EvictAndReplace instructs the EvictionToken to evict the RangeDescriptor it was created with from the rangeDescriptorCache. It also allows the user to provide new RangeDescriptors to insert into the cache, all atomically. When called without arguments, EvictAndReplace will behave the same as Evict.

type LeaseHolderCache

type LeaseHolderCache struct {
	// contains filtered or unexported fields
}

A LeaseHolderCache is a cache of replica descriptors keyed by range ID.

func NewLeaseHolderCache

func NewLeaseHolderCache(size int) *LeaseHolderCache

NewLeaseHolderCache creates a new leaseHolderCache of the given size. The underlying cache internally uses a hash map, so lookups are cheap.

func (*LeaseHolderCache) Lookup

Lookup returns the cached leader of the given range ID.

func (*LeaseHolderCache) Update

func (lc *LeaseHolderCache) Update(
	ctx context.Context, rangeID roachpb.RangeID, repDesc roachpb.ReplicaDescriptor,
)

Update invalidates the cached leader for the given range ID. If an empty replica descriptor is passed, the cached leader is evicted. Otherwise, the passed-in replica descriptor is cached.

type RangeDescriptorCache

type RangeDescriptorCache struct {
	// contains filtered or unexported fields
}

RangeDescriptorCache is used to retrieve range descriptors for arbitrary keys. Descriptors are initially queried from storage using a RangeDescriptorDB, but are cached for subsequent lookups.

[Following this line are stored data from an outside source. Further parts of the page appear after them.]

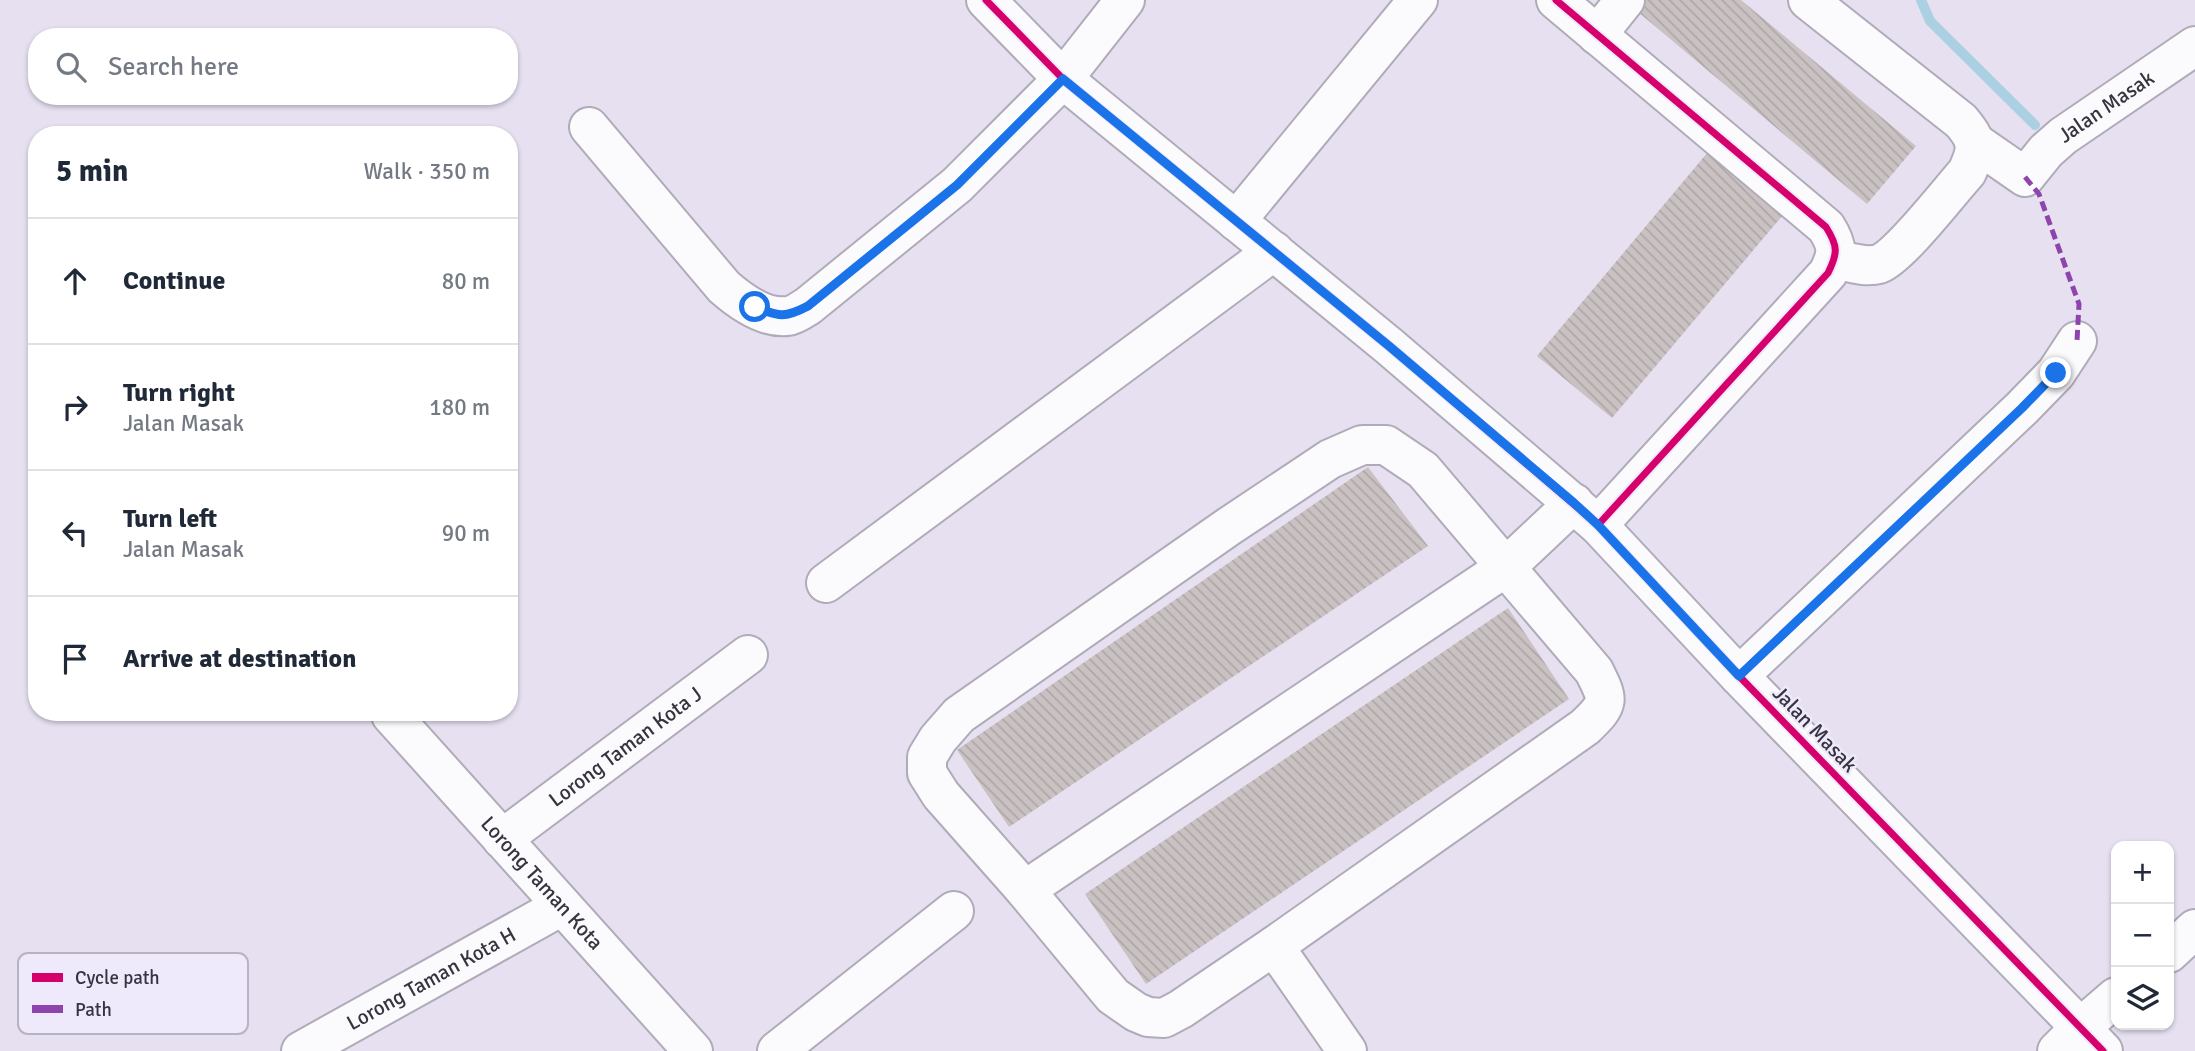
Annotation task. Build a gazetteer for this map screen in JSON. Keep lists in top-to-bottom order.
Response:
{
  "streets": {
    "street": [
      "Jalan Masak",
      "Lorong Taman Kota J",
      "Lorong Taman Kota",
      "Lorong Taman Kota H"
    ]
  },
  "crossings": [
    ["Lorong Taman Kota J", "Lorong Taman Kota"],
    ["Lorong Taman Kota", "Lorong Taman Kota H"]
  ],
  "legend": ["Cycle path", "Path"],
  "page": {
    "search": "Search here",
    "heading": ["5 min", "Walk · 350 m"],
    "list": [
      ["Continue", "80 m"],
      ["Turn right", "Jalan Masak", "180 m"],
      ["Turn left", "Jalan Masak", "90 m"],
      "Arrive at destination"
    ],
    "map_buttons": ["+", "−"]
  }
}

func NewRangeDescriptorCache

func NewRangeDescriptorCache(db RangeDescriptorDB, size int) *RangeDescriptorCache

NewRangeDescriptorCache returns a new RangeDescriptorCache which uses the given RangeDescriptorDB as the underlying source of range descriptors.

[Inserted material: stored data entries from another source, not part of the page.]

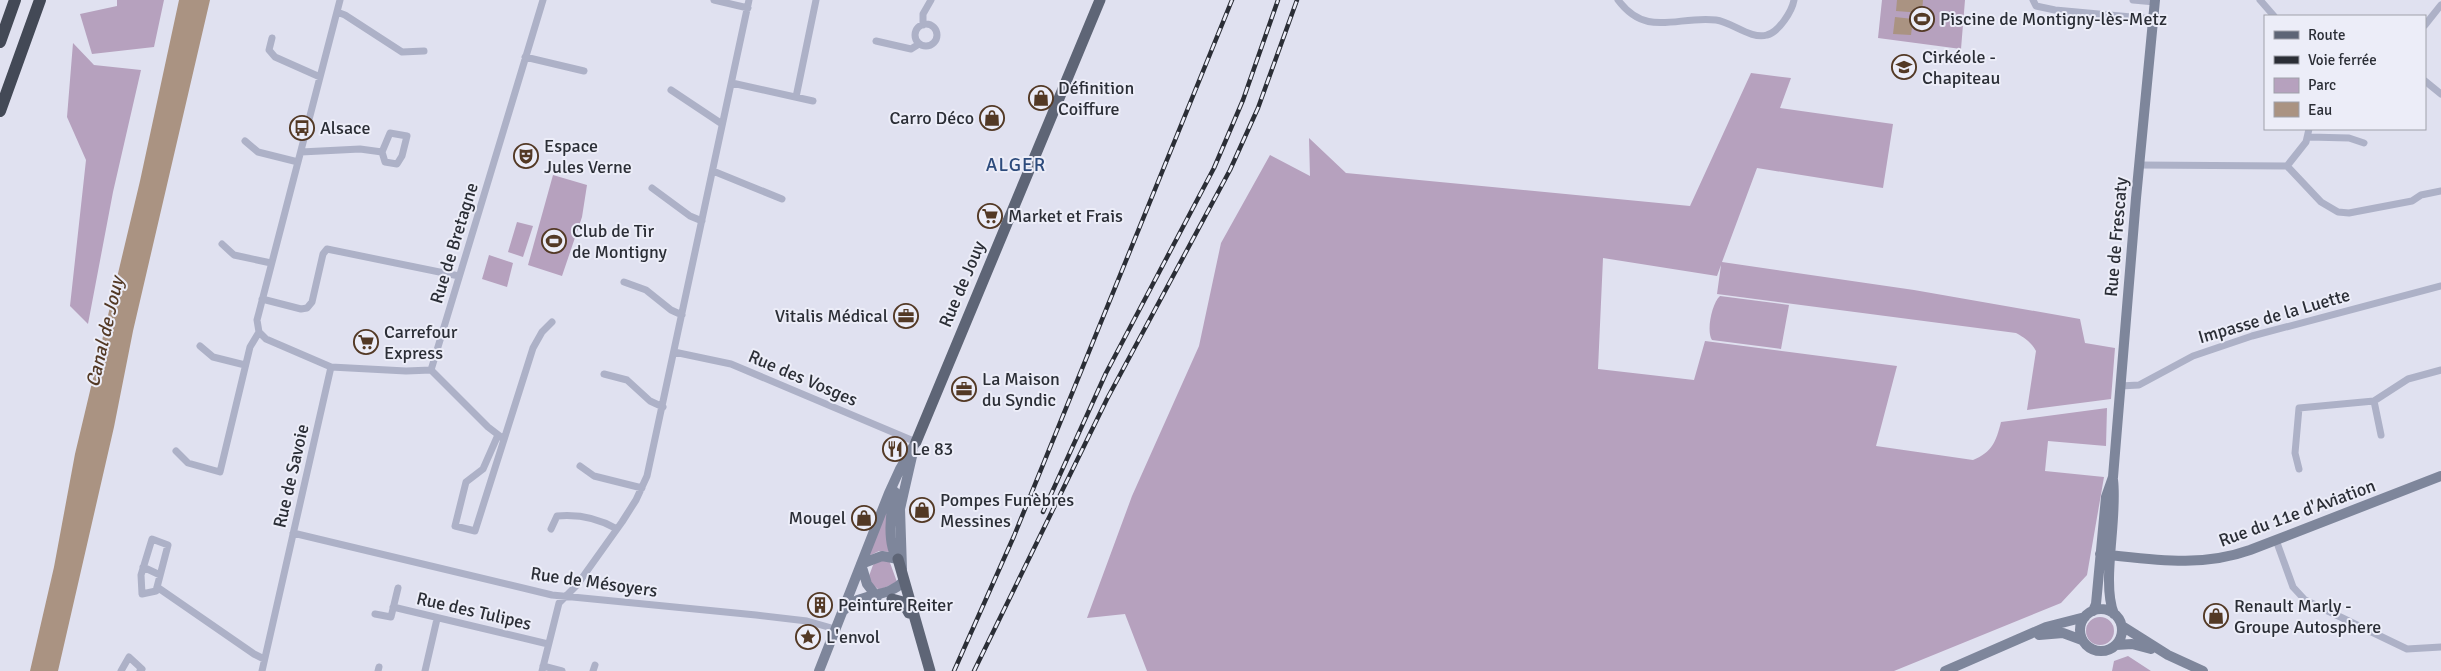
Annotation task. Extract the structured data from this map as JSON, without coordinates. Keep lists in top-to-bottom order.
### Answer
{
  "streets": {
    "main road": ["Rue de Frescaty", "Rue de Jouy", "Rue du 11e d'Aviation"],
    "street": [
      "Rue de Bretagne",
      "Impasse de la Luette",
      "Rue des Vosges",
      "Rue de Savoie",
      "Rue de Mésoyers",
      "Rue des Tulipes"
    ]
  },
  "crossings": [
    ["Rue de Frescaty", "Impasse de la Luette"],
    ["Rue de Frescaty", "Rue du 11e d'Aviation"],
    ["Rue de Jouy", "Rue des Vosges"],
    ["Rue de Jouy", "Rue de Mésoyers"],
    ["Rue de Savoie", "Rue de Mésoyers"]
  ],
  "districts": ["ALGER"],
  "water": ["Canal de Jouy"],
  "places": {
    "sports": ["Piscine de Montigny-lès-Metz", "Club de Tir de Montigny"],
    "school or university": ["Cirkéole - Chapiteau"],
    "shop": [
      "Définition Coiffure",
      "Carro Déco",
      "Pompes Funèbres Messines",
      "Mougel",
      "Renault Marly - Groupe Autosphere"
    ],
    "bus stop": ["Alsace"],
    "theatre": ["Espace Jules Verne"],
    "supermarket": ["Market et Frais", "Carrefour Express"],
    "office": ["Vitalis Médical", "La Maison du Syndic"],
    "restaurant": ["Le 83"],
    "building": ["Peinture Reiter"],
    "place": ["L'envol"]
  },
  "legend": [
    "Route",
    "Voie ferrée",
    "Parc",
    "Eau"
  ]
}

func (*RangeDescriptorCache) EvictCachedRangeDescriptor

func (rdc *RangeDescriptorCache) EvictCachedRangeDescriptor(
	ctx context.Context, descKey roachpb.RKey, seenDesc *roachpb.RangeDescriptor, inclusive bool,
) error

EvictCachedRangeDescriptor will evict any cached range descriptors for the given key. It is intended that this method be called from a consumer of rangeDescriptorCache if the returned range descriptor is discovered to be stale. seenDesc should always be passed in and is used as the basis of a compare-and-evict (as pointers); if it is nil, eviction is unconditional but a warning will be logged.

func (*RangeDescriptorCache) GetCachedRangeDescriptor

func (rdc *RangeDescriptorCache) GetCachedRangeDescriptor(
	key roachpb.RKey, inclusive bool,
) (*roachpb.RangeDescriptor, error)

GetCachedRangeDescriptor retrieves the descriptor of the range which contains the given key. It returns nil if the descriptor is not found in the cache.

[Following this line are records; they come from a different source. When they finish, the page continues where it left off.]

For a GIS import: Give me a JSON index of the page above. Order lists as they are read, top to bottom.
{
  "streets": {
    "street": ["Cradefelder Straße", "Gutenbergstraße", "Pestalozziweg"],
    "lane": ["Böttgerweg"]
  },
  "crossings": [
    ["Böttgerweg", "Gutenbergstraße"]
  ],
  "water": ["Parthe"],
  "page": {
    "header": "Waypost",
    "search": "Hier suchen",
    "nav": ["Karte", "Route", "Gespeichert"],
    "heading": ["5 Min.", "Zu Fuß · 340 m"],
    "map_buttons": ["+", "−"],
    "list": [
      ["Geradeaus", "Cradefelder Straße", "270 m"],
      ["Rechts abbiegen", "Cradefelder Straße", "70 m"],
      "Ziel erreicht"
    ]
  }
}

`inclusive` determines the behaviour at the range boundary: If set to true and `key` is the EndKey and StartKey of two adjacent ranges, the first range is returned instead of the second (which technically contains the given key).

func (*RangeDescriptorCache) InsertRangeDescriptors

func (rdc *RangeDescriptorCache) InsertRangeDescriptors(
	ctx context.Context, rs ...roachpb.RangeDescriptor,
) error

InsertRangeDescriptors inserts the provided descriptors in the cache. This is a no-op for the descriptors that are already present in the cache.

func (*RangeDescriptorCache) LookupRangeDescriptor

func (rdc *RangeDescriptorCache) LookupRangeDescriptor(
	ctx context.Context, key roachpb.RKey, evictToken *EvictionToken, useReverseScan bool,
) (*roachpb.RangeDescriptor, *EvictionToken, error)

LookupRangeDescriptor attempts to locate a descriptor for the range containing the given Key. This is done by first trying the cache, and then querying the two-level lookup table of range descriptors which cockroach maintains. The function should be provided with an EvictionToken if one was acquired from this function on a previous lookup. If not, an empty EvictionToken can be provided.

This method first looks up the specified key in the first level of range metadata, which returns the location of the key within the second level of range metadata. This second level location is then queried to retrieve a descriptor for the range where the key's value resides. Range descriptors retrieved during each search are cached for subsequent lookups.

This method returns the RangeDescriptor for the range containing the key's data and a token to manage evicting the RangeDescriptor if it is found to be stale, or an error if any occurred.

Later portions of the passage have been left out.